» **Aim of the task**: Please transcribe the following records in full, exactly as given.

» **Saved entries**:
_ _ _

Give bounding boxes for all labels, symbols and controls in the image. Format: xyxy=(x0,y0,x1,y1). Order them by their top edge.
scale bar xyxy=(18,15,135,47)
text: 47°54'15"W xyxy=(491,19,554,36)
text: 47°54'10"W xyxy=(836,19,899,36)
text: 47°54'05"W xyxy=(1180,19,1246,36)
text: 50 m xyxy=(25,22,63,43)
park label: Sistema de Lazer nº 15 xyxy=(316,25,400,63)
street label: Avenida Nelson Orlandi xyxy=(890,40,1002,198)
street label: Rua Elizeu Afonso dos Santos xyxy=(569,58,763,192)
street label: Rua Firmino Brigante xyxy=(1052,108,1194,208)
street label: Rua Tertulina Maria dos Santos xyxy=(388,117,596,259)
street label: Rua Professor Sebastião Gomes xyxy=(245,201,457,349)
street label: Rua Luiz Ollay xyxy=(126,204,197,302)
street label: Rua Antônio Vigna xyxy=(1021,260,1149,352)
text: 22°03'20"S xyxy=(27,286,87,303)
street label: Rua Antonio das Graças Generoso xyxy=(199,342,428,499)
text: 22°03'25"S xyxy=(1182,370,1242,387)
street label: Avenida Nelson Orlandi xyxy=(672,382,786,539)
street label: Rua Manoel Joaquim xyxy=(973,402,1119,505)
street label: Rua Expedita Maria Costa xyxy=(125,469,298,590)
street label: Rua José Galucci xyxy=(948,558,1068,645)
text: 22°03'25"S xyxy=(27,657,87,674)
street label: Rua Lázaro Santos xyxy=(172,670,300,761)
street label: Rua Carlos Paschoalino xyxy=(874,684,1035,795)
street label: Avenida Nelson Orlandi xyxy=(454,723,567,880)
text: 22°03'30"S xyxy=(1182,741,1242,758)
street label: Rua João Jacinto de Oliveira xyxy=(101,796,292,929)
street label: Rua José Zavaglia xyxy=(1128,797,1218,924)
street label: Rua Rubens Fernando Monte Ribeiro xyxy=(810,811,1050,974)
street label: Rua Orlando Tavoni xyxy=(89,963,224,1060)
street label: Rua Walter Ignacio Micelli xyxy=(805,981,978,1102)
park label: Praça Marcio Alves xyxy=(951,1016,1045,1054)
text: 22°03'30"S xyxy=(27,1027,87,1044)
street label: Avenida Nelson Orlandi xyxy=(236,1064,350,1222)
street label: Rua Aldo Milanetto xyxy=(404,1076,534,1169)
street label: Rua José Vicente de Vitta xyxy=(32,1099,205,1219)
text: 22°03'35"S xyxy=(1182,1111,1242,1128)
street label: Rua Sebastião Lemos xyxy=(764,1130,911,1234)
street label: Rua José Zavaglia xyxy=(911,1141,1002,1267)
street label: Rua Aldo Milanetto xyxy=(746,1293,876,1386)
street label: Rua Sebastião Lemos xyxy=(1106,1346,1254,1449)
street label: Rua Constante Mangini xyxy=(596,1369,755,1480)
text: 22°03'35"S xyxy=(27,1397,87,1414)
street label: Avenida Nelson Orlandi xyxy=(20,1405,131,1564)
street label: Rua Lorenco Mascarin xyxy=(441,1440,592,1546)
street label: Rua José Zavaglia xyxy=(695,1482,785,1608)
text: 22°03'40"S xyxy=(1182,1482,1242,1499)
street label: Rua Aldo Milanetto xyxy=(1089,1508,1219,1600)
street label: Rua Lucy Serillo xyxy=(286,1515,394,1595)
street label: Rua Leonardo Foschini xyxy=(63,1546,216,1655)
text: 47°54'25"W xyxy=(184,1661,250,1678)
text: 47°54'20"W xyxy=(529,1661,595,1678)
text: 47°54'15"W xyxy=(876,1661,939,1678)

_ _ _

» **Output**:
Give bounding boxes for all labels, symbols and controls in the image. Format: xyxy=(x0,y0,x1,y1). Order them by their top edge.
scale bar xyxy=(18,15,135,47)
text: 47°54'15"W xyxy=(491,19,554,36)
text: 47°54'10"W xyxy=(836,19,899,36)
text: 47°54'05"W xyxy=(1180,19,1246,36)
text: 50 m xyxy=(25,22,63,43)
park label: Sistema de Lazer nº 15 xyxy=(316,25,400,63)
street label: Avenida Nelson Orlandi xyxy=(890,40,1002,198)
street label: Rua Elizeu Afonso dos Santos xyxy=(569,58,763,192)
street label: Rua Firmino Brigante xyxy=(1052,108,1194,208)
street label: Rua Tertulina Maria dos Santos xyxy=(388,117,596,259)
street label: Rua Professor Sebastião Gomes xyxy=(245,201,457,349)
street label: Rua Luiz Ollay xyxy=(126,204,197,302)
street label: Rua Antônio Vigna xyxy=(1021,260,1149,352)
text: 22°03'20"S xyxy=(27,286,87,303)
street label: Rua Antonio das Graças Generoso xyxy=(199,342,428,499)
text: 22°03'25"S xyxy=(1182,370,1242,387)
street label: Avenida Nelson Orlandi xyxy=(672,382,786,539)
street label: Rua Manoel Joaquim xyxy=(973,402,1119,505)
street label: Rua Expedita Maria Costa xyxy=(125,469,298,590)
street label: Rua José Galucci xyxy=(948,558,1068,645)
text: 22°03'25"S xyxy=(27,657,87,674)
street label: Rua Lázaro Santos xyxy=(172,670,300,761)
street label: Rua Carlos Paschoalino xyxy=(874,684,1035,795)
street label: Avenida Nelson Orlandi xyxy=(454,723,567,880)
text: 22°03'30"S xyxy=(1182,741,1242,758)
street label: Rua João Jacinto de Oliveira xyxy=(101,796,292,929)
street label: Rua José Zavaglia xyxy=(1128,797,1218,924)
street label: Rua Rubens Fernando Monte Ribeiro xyxy=(810,811,1050,974)
street label: Rua Orlando Tavoni xyxy=(89,963,224,1060)
street label: Rua Walter Ignacio Micelli xyxy=(805,981,978,1102)
park label: Praça Marcio Alves xyxy=(951,1016,1045,1054)
text: 22°03'30"S xyxy=(27,1027,87,1044)
street label: Avenida Nelson Orlandi xyxy=(236,1064,350,1222)
street label: Rua Aldo Milanetto xyxy=(404,1076,534,1169)
street label: Rua José Vicente de Vitta xyxy=(32,1099,205,1219)
text: 22°03'35"S xyxy=(1182,1111,1242,1128)
street label: Rua Sebastião Lemos xyxy=(764,1130,911,1234)
street label: Rua José Zavaglia xyxy=(911,1141,1002,1267)
street label: Rua Aldo Milanetto xyxy=(746,1293,876,1386)
street label: Rua Sebastião Lemos xyxy=(1106,1346,1254,1449)
street label: Rua Constante Mangini xyxy=(596,1369,755,1480)
text: 22°03'35"S xyxy=(27,1397,87,1414)
street label: Avenida Nelson Orlandi xyxy=(20,1405,131,1564)
street label: Rua Lorenco Mascarin xyxy=(441,1440,592,1546)
street label: Rua José Zavaglia xyxy=(695,1482,785,1608)
text: 22°03'40"S xyxy=(1182,1482,1242,1499)
street label: Rua Aldo Milanetto xyxy=(1089,1508,1219,1600)
street label: Rua Lucy Serillo xyxy=(286,1515,394,1595)
street label: Rua Leonardo Foschini xyxy=(63,1546,216,1655)
text: 47°54'25"W xyxy=(184,1661,250,1678)
text: 47°54'20"W xyxy=(529,1661,595,1678)
text: 47°54'15"W xyxy=(876,1661,939,1678)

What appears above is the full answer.